Second Degree – exemplifies Unity. None of us is as good as all of us. United as brother Knights, our efforts in support of the Catholic Chirch and our fellow men are focused and multiplied. Nearly two million Catholic men and their families can do tremendous good. United as Knights of Columbus, our efforts have resulted in well over $1 billion in charitable contributions over the last decade.
Third Degree – exemplifies Fraternity. Venerable Michael McGivney founded the Knights of Columbus, in large part, to provide assistance to the widows and children left behind when the family breadwinner died; often prematurely. The Order’s top-rated insurance program continues to this tradition today, as do individual knights, who give millions of hours yearly to assist sick and disabled members and their families. In the Knights of Columbus, we watch out for and take care of one another
Fourth Degree – after taking their third degree, knights are eligible to receive their fourth degree, the primary purpose of which is to foster the spirit of patriotism and to encourage active Catholic citizenship. Fourth degree members, in addition to being members of their individual councils, are also members of Fourth Degree assemblies which typically comprise members of several councils.
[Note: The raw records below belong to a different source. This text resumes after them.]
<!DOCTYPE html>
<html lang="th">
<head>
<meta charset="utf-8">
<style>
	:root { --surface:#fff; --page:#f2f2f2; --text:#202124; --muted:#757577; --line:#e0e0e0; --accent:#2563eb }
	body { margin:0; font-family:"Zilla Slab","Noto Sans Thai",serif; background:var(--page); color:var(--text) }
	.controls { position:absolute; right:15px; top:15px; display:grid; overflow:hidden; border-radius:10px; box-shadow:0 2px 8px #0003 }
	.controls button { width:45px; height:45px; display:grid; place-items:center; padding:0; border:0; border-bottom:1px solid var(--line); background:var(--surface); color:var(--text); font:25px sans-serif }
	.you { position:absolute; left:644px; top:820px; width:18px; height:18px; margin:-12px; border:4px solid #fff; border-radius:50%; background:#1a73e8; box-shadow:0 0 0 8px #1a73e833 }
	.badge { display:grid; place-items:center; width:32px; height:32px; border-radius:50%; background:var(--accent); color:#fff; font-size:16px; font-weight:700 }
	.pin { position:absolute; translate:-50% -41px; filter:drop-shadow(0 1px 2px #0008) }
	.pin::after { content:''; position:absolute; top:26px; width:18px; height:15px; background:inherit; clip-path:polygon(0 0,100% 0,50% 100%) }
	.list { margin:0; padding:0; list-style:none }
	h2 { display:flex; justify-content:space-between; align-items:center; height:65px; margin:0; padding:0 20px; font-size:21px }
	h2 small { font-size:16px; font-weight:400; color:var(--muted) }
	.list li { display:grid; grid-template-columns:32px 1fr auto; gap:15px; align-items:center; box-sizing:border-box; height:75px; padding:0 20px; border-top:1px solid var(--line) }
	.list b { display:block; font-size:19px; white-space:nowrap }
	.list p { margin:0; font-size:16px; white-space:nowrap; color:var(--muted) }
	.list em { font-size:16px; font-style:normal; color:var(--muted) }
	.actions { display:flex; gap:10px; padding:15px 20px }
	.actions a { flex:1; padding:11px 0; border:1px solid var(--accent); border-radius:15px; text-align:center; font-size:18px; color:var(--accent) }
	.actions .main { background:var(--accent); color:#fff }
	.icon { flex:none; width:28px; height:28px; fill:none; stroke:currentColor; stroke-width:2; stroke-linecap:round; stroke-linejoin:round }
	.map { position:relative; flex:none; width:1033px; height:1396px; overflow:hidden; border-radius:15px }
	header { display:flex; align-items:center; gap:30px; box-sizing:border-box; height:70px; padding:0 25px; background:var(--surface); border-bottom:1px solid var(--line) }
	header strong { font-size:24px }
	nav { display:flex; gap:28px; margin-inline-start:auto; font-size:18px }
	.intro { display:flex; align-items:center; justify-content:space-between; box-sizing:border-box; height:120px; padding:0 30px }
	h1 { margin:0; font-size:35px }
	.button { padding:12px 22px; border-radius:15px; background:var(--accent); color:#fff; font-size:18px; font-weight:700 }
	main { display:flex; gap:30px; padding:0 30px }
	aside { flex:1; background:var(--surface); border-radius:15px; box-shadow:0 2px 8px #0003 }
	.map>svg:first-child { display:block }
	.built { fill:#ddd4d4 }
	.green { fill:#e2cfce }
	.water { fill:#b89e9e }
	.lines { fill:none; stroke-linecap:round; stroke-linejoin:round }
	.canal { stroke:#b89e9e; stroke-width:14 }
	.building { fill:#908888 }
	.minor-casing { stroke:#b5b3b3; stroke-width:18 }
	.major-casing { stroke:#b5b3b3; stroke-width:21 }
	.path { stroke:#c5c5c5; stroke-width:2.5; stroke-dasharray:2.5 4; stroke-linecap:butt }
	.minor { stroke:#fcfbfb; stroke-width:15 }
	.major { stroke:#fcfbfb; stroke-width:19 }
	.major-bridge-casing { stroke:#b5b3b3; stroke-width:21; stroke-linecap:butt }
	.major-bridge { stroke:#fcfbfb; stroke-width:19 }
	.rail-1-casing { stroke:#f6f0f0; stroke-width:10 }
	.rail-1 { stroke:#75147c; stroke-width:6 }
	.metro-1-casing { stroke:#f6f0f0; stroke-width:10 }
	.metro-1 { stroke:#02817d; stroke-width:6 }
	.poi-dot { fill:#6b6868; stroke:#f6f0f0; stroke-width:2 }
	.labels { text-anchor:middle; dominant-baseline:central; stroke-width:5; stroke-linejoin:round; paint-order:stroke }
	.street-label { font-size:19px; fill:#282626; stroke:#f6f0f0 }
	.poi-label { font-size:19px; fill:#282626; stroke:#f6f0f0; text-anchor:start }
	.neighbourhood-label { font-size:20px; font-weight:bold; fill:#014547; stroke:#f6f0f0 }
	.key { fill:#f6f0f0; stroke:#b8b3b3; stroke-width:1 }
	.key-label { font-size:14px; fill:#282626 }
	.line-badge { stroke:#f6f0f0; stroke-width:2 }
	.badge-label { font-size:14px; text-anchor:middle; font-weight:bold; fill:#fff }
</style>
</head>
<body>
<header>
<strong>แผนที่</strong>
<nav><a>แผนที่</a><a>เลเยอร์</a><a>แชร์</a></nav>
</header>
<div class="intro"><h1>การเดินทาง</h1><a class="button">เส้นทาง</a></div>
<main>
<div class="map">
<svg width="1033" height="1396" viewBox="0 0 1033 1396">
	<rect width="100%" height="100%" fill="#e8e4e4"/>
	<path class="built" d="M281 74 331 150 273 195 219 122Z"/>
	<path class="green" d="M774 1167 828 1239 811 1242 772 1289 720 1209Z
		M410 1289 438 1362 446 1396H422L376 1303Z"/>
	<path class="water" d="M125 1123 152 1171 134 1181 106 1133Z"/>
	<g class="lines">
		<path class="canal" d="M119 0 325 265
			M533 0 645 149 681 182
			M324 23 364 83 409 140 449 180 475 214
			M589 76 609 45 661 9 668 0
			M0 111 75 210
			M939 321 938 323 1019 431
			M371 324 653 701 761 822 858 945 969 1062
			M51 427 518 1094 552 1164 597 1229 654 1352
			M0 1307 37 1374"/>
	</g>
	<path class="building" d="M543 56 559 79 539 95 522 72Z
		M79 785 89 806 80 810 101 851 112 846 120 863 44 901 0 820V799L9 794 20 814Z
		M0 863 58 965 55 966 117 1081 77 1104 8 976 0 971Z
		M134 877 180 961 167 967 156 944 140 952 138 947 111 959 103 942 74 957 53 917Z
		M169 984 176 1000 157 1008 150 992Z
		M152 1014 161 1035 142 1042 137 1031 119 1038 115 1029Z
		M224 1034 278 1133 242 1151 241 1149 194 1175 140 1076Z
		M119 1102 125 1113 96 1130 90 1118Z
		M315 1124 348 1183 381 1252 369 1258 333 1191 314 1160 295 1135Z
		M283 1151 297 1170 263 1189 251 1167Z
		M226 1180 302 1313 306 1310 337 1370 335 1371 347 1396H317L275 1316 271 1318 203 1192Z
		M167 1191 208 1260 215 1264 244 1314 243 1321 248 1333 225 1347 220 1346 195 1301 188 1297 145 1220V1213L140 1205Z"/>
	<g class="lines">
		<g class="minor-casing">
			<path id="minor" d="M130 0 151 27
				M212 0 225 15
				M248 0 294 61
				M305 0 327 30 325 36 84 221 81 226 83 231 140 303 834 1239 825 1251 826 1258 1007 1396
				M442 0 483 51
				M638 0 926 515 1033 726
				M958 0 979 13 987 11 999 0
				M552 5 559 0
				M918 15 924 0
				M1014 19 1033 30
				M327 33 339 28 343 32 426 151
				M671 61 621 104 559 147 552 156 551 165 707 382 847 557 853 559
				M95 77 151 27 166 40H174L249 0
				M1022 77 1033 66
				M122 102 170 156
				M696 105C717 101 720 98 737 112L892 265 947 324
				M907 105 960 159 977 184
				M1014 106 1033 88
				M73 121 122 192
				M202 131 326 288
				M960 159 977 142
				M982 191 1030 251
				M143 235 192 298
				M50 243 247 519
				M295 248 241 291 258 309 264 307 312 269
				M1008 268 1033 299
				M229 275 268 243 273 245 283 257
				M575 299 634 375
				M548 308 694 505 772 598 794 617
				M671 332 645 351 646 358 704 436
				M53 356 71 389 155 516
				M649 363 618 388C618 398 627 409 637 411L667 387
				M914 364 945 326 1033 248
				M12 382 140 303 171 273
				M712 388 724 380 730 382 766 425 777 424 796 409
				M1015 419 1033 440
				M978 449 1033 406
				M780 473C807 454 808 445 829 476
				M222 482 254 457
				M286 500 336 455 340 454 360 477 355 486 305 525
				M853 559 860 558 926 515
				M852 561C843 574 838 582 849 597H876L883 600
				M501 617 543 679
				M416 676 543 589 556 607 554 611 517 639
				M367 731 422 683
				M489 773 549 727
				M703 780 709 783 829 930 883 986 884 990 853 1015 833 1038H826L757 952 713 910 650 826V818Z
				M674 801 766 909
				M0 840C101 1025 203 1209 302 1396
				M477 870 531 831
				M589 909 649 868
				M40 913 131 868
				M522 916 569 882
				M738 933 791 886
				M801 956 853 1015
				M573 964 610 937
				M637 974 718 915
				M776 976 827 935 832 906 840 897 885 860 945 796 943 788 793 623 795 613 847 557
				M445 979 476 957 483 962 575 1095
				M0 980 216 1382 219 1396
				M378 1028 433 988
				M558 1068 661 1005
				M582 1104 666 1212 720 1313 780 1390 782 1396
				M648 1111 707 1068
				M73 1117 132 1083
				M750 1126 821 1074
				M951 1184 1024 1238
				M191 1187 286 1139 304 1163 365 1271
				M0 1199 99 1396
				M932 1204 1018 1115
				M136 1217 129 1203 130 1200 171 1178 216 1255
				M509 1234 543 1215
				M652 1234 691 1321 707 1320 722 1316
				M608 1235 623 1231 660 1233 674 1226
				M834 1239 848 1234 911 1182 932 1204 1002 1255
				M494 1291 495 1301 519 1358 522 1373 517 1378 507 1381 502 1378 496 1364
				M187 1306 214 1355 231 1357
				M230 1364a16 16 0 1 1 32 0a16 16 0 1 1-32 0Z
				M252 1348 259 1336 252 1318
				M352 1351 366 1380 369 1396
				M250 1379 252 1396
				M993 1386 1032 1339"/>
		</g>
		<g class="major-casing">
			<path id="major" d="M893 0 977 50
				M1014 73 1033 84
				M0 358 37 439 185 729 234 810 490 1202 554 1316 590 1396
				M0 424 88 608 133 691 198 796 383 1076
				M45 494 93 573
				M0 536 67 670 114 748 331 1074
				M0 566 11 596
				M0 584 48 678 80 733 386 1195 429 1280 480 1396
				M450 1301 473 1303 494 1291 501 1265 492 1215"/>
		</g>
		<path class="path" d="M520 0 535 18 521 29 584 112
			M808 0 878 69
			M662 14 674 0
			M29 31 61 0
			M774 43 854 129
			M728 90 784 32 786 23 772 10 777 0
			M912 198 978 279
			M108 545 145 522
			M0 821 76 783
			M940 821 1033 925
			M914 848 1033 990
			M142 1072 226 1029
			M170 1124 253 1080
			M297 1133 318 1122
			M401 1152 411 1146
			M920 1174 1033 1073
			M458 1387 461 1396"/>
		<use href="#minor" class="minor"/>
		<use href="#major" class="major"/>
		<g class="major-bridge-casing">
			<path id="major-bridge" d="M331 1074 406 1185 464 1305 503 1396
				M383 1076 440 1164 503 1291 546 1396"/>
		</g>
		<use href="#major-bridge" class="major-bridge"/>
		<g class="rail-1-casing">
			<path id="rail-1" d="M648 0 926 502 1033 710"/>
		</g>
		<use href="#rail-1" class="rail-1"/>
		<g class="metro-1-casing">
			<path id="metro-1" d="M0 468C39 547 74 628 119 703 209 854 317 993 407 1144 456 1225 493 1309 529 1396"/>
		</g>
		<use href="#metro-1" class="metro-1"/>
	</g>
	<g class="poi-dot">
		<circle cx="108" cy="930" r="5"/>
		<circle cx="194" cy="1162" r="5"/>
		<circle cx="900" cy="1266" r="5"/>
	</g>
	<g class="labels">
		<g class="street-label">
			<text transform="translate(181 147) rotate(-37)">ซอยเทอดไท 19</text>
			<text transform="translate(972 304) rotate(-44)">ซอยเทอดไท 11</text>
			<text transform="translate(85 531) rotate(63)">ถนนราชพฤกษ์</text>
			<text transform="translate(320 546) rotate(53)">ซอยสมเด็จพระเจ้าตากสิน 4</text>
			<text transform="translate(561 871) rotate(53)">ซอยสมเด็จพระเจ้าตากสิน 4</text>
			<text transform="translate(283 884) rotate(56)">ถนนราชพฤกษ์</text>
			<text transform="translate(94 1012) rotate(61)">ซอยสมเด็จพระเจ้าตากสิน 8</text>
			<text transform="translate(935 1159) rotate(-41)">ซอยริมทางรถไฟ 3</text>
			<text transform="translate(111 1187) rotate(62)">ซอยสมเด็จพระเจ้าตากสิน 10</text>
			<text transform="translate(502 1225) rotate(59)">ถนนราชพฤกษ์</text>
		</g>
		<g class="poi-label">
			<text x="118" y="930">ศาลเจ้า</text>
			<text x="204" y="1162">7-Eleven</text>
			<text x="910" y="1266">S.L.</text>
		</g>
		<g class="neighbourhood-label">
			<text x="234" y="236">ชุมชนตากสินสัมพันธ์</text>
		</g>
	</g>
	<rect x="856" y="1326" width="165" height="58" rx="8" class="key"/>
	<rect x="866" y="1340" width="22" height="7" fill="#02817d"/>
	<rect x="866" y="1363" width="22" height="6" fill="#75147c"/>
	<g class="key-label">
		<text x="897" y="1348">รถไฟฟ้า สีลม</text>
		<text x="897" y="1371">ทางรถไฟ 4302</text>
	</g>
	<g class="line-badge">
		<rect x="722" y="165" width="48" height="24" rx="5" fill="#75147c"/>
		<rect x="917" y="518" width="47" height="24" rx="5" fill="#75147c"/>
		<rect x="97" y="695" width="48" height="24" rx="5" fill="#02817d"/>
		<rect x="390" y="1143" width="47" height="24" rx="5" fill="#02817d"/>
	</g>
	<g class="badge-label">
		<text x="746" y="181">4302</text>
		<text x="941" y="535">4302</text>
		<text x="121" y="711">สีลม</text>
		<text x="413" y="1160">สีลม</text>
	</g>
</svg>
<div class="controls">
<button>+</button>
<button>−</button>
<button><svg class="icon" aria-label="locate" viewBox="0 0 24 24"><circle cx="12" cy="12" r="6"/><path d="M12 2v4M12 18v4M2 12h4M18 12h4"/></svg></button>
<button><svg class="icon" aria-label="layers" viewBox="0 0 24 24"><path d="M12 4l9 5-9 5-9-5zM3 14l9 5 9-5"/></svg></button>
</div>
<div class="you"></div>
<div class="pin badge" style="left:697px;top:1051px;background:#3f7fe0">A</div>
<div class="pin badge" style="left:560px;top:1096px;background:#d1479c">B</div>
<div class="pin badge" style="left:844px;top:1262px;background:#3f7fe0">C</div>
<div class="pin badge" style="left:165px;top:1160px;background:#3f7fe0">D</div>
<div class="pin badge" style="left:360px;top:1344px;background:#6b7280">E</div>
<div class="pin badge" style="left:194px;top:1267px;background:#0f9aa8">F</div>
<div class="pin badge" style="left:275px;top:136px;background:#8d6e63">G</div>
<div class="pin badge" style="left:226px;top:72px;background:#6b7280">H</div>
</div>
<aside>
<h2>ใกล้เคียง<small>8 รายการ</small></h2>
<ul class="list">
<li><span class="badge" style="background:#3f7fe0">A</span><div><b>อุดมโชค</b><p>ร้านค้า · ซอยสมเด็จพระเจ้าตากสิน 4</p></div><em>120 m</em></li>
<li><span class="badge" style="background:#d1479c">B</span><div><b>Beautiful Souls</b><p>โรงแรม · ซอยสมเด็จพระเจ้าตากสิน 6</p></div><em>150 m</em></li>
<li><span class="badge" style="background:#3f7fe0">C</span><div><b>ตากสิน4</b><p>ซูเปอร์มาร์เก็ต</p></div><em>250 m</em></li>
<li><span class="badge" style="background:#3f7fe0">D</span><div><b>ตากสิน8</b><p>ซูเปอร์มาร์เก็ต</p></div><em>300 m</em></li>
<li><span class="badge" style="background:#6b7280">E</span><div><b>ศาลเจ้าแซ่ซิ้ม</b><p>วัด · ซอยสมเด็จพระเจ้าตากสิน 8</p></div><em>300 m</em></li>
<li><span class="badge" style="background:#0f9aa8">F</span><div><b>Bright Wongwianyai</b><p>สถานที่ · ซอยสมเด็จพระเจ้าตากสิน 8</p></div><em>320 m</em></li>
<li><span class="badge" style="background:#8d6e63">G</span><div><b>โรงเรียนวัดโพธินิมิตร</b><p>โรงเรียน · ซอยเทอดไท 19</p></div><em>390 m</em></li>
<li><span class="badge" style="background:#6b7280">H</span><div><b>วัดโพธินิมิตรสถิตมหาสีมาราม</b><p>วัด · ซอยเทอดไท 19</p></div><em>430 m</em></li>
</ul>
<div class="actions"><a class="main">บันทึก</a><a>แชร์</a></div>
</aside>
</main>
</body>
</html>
Fewer than 18% of Knights join the Fourth Degree, which is optional, and whose members are referred to as “Sir Knight”. Any Third Degree Knight is eligible to join the Fourth Degree.
Fourth Degree Knights may optionally purchase and wear the full regalia and join an assembly’s Color Corps. The Color Corps is the most visible arm of the Knights, as they are often seen in parades and other local events wearing their colorful regalia. Official dress for the Color Corps is a black tuxedo, baldric, white gloves, cape, and naval chapeau. In warm climates and during warm months, a white dinner jacket may be worn, if done as a unit.
Baldrics are worn from the right shoulder to left hip and are color specific by nation. In the United States, Panama, and the Philippines, baldrics are red, white, and blue. Red and white baldrics are used in Canada and Poland; red, white, and green in Mexico; and blue and white in Guatemala.Service baldrics include a scabbard for a sword and are worn over the coat while social baldrics are worn under the coat.
The colors on a Fourth Degree Knight’s cape and chapeau denote the office he holds within the Degree. Faithful Navigators and Past Faithful Navigators are permitted to carry a white handled silver sword. Masters and Vice Supreme Masters, as well as Former Masters and Former Vice Supreme Masters, are also denoted by their gold swords.